### [Problem description]
Extract the complete data exactly as given.

### [Data]
BEGIN
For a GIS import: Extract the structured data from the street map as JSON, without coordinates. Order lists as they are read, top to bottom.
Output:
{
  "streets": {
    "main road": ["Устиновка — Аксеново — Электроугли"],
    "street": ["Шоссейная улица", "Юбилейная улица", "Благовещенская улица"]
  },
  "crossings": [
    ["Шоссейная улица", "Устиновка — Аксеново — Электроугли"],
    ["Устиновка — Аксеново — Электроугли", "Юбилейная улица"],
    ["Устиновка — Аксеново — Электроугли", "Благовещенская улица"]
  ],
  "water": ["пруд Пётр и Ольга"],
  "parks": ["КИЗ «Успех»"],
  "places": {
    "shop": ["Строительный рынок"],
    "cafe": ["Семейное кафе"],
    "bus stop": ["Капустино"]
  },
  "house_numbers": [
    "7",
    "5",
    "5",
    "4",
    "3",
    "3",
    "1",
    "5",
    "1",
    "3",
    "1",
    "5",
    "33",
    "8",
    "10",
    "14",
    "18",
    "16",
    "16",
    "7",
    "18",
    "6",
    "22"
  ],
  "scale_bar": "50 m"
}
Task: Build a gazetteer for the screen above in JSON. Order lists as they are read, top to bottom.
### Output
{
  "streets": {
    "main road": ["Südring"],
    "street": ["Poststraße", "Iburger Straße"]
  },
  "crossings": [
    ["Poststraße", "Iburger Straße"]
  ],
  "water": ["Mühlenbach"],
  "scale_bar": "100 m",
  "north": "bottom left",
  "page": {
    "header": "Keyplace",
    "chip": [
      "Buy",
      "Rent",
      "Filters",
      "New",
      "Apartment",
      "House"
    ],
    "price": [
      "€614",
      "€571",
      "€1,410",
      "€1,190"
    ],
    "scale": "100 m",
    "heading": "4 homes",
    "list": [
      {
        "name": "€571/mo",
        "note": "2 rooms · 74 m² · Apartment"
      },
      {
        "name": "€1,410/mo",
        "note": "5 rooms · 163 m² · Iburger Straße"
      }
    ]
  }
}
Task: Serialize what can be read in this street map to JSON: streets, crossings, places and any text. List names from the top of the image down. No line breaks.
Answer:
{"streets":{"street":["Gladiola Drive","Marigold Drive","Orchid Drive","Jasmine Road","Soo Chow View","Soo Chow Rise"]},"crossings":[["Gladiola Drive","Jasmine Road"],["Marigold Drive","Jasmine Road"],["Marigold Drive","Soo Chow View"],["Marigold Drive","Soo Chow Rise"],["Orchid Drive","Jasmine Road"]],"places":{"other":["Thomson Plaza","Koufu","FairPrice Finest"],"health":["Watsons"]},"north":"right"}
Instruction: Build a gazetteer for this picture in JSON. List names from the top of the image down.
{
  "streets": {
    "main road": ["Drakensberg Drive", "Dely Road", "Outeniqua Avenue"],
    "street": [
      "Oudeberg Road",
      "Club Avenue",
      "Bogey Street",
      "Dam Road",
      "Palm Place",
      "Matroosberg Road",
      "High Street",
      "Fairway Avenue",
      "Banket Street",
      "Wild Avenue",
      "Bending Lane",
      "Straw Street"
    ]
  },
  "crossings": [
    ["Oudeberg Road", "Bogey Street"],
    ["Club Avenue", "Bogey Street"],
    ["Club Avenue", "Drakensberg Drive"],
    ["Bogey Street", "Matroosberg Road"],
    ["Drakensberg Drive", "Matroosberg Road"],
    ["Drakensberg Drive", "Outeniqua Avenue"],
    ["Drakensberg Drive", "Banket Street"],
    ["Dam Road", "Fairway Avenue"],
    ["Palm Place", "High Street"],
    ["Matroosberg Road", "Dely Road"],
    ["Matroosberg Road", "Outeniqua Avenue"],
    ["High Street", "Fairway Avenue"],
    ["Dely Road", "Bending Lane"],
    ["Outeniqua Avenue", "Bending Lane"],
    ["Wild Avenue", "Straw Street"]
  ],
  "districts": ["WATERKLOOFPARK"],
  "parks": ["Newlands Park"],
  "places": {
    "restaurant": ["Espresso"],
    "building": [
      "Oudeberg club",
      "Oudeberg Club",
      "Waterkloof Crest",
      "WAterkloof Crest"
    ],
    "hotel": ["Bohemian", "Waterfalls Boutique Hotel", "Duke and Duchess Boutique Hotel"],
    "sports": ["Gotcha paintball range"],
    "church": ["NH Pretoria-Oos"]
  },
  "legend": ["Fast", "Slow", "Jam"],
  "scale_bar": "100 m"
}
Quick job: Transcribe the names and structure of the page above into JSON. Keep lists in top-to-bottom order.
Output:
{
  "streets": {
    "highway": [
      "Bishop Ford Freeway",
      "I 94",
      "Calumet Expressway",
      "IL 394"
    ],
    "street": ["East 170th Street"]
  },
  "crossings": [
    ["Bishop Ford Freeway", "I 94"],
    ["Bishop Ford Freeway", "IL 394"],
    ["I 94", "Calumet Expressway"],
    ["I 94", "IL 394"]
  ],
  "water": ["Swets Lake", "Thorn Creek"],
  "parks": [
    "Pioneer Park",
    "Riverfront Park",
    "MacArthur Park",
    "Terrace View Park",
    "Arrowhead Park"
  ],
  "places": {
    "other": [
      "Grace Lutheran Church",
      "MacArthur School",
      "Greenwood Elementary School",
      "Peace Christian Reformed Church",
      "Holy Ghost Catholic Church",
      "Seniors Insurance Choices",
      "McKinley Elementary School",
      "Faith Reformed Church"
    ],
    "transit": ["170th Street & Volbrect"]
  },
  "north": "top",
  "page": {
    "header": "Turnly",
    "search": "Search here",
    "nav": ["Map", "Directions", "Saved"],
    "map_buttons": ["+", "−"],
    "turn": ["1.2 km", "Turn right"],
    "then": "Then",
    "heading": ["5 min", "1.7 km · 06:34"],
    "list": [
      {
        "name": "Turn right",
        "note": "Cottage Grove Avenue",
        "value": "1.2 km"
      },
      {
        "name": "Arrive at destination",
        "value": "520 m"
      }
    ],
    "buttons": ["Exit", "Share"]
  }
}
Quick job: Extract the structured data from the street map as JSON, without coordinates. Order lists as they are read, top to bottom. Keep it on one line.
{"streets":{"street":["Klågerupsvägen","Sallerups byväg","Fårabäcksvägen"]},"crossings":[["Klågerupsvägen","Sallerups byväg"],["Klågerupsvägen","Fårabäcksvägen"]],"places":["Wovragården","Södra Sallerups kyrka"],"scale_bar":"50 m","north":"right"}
END
### [Answer box]
For a GIS import: Extract the structured data from the street map as JSON, without coordinates. Order lists as they are read, top to bottom.
Output:
{
  "streets": {
    "main road": ["Устиновка — Аксеново — Электроугли"],
    "street": ["Шоссейная улица", "Юбилейная улица", "Благовещенская улица"]
  },
  "crossings": [
    ["Шоссейная улица", "Устиновка — Аксеново — Электроугли"],
    ["Устиновка — Аксеново — Электроугли", "Юбилейная улица"],
    ["Устиновка — Аксеново — Электроугли", "Благовещенская улица"]
  ],
  "water": ["пруд Пётр и Ольга"],
  "parks": ["КИЗ «Успех»"],
  "places": {
    "shop": ["Строительный рынок"],
    "cafe": ["Семейное кафе"],
    "bus stop": ["Капустино"]
  },
  "house_numbers": [
    "7",
    "5",
    "5",
    "4",
    "3",
    "3",
    "1",
    "5",
    "1",
    "3",
    "1",
    "5",
    "33",
    "8",
    "10",
    "14",
    "18",
    "16",
    "16",
    "7",
    "18",
    "6",
    "22"
  ],
  "scale_bar": "50 m"
}
Task: Build a gazetteer for the screen above in JSON. Order lists as they are read, top to bottom.
### Output
{
  "streets": {
    "main road": ["Südring"],
    "street": ["Poststraße", "Iburger Straße"]
  },
  "crossings": [
    ["Poststraße", "Iburger Straße"]
  ],
  "water": ["Mühlenbach"],
  "scale_bar": "100 m",
  "north": "bottom left",
  "page": {
    "header": "Keyplace",
    "chip": [
      "Buy",
      "Rent",
      "Filters",
      "New",
      "Apartment",
      "House"
    ],
    "price": [
      "€614",
      "€571",
      "€1,410",
      "€1,190"
    ],
    "scale": "100 m",
    "heading": "4 homes",
    "list": [
      {
        "name": "€571/mo",
        "note": "2 rooms · 74 m² · Apartment"
      },
      {
        "name": "€1,410/mo",
        "note": "5 rooms · 163 m² · Iburger Straße"
      }
    ]
  }
}
Task: Serialize what can be read in this street map to JSON: streets, crossings, places and any text. List names from the top of the image down. No line breaks.
Answer:
{"streets":{"street":["Gladiola Drive","Marigold Drive","Orchid Drive","Jasmine Road","Soo Chow View","Soo Chow Rise"]},"crossings":[["Gladiola Drive","Jasmine Road"],["Marigold Drive","Jasmine Road"],["Marigold Drive","Soo Chow View"],["Marigold Drive","Soo Chow Rise"],["Orchid Drive","Jasmine Road"]],"places":{"other":["Thomson Plaza","Koufu","FairPrice Finest"],"health":["Watsons"]},"north":"right"}
Instruction: Build a gazetteer for this picture in JSON. List names from the top of the image down.
{
  "streets": {
    "main road": ["Drakensberg Drive", "Dely Road", "Outeniqua Avenue"],
    "street": [
      "Oudeberg Road",
      "Club Avenue",
      "Bogey Street",
      "Dam Road",
      "Palm Place",
      "Matroosberg Road",
      "High Street",
      "Fairway Avenue",
      "Banket Street",
      "Wild Avenue",
      "Bending Lane",
      "Straw Street"
    ]
  },
  "crossings": [
    ["Oudeberg Road", "Bogey Street"],
    ["Club Avenue", "Bogey Street"],
    ["Club Avenue", "Drakensberg Drive"],
    ["Bogey Street", "Matroosberg Road"],
    ["Drakensberg Drive", "Matroosberg Road"],
    ["Drakensberg Drive", "Outeniqua Avenue"],
    ["Drakensberg Drive", "Banket Street"],
    ["Dam Road", "Fairway Avenue"],
    ["Palm Place", "High Street"],
    ["Matroosberg Road", "Dely Road"],
    ["Matroosberg Road", "Outeniqua Avenue"],
    ["High Street", "Fairway Avenue"],
    ["Dely Road", "Bending Lane"],
    ["Outeniqua Avenue", "Bending Lane"],
    ["Wild Avenue", "Straw Street"]
  ],
  "districts": ["WATERKLOOFPARK"],
  "parks": ["Newlands Park"],
  "places": {
    "restaurant": ["Espresso"],
    "building": [
      "Oudeberg club",
      "Oudeberg Club",
      "Waterkloof Crest",
      "WAterkloof Crest"
    ],
    "hotel": ["Bohemian", "Waterfalls Boutique Hotel", "Duke and Duchess Boutique Hotel"],
    "sports": ["Gotcha paintball range"],
    "church": ["NH Pretoria-Oos"]
  },
  "legend": ["Fast", "Slow", "Jam"],
  "scale_bar": "100 m"
}
Quick job: Transcribe the names and structure of the page above into JSON. Keep lists in top-to-bottom order.
Output:
{
  "streets": {
    "highway": [
      "Bishop Ford Freeway",
      "I 94",
      "Calumet Expressway",
      "IL 394"
    ],
    "street": ["East 170th Street"]
  },
  "crossings": [
    ["Bishop Ford Freeway", "I 94"],
    ["Bishop Ford Freeway", "IL 394"],
    ["I 94", "Calumet Expressway"],
    ["I 94", "IL 394"]
  ],
  "water": ["Swets Lake", "Thorn Creek"],
  "parks": [
    "Pioneer Park",
    "Riverfront Park",
    "MacArthur Park",
    "Terrace View Park",
    "Arrowhead Park"
  ],
  "places": {
    "other": [
      "Grace Lutheran Church",
      "MacArthur School",
      "Greenwood Elementary School",
      "Peace Christian Reformed Church",
      "Holy Ghost Catholic Church",
      "Seniors Insurance Choices",
      "McKinley Elementary School",
      "Faith Reformed Church"
    ],
    "transit": ["170th Street & Volbrect"]
  },
  "north": "top",
  "page": {
    "header": "Turnly",
    "search": "Search here",
    "nav": ["Map", "Directions", "Saved"],
    "map_buttons": ["+", "−"],
    "turn": ["1.2 km", "Turn right"],
    "then": "Then",
    "heading": ["5 min", "1.7 km · 06:34"],
    "list": [
      {
        "name": "Turn right",
        "note": "Cottage Grove Avenue",
        "value": "1.2 km"
      },
      {
        "name": "Arrive at destination",
        "value": "520 m"
      }
    ],
    "buttons": ["Exit", "Share"]
  }
}
Quick job: Extract the structured data from the street map as JSON, without coordinates. Order lists as they are read, top to bottom. Keep it on one line.
{"streets":{"street":["Klågerupsvägen","Sallerups byväg","Fårabäcksvägen"]},"crossings":[["Klågerupsvägen","Sallerups byväg"],["Klågerupsvägen","Fårabäcksvägen"]],"places":["Wovragården","Södra Sallerups kyrka"],"scale_bar":"50 m","north":"right"}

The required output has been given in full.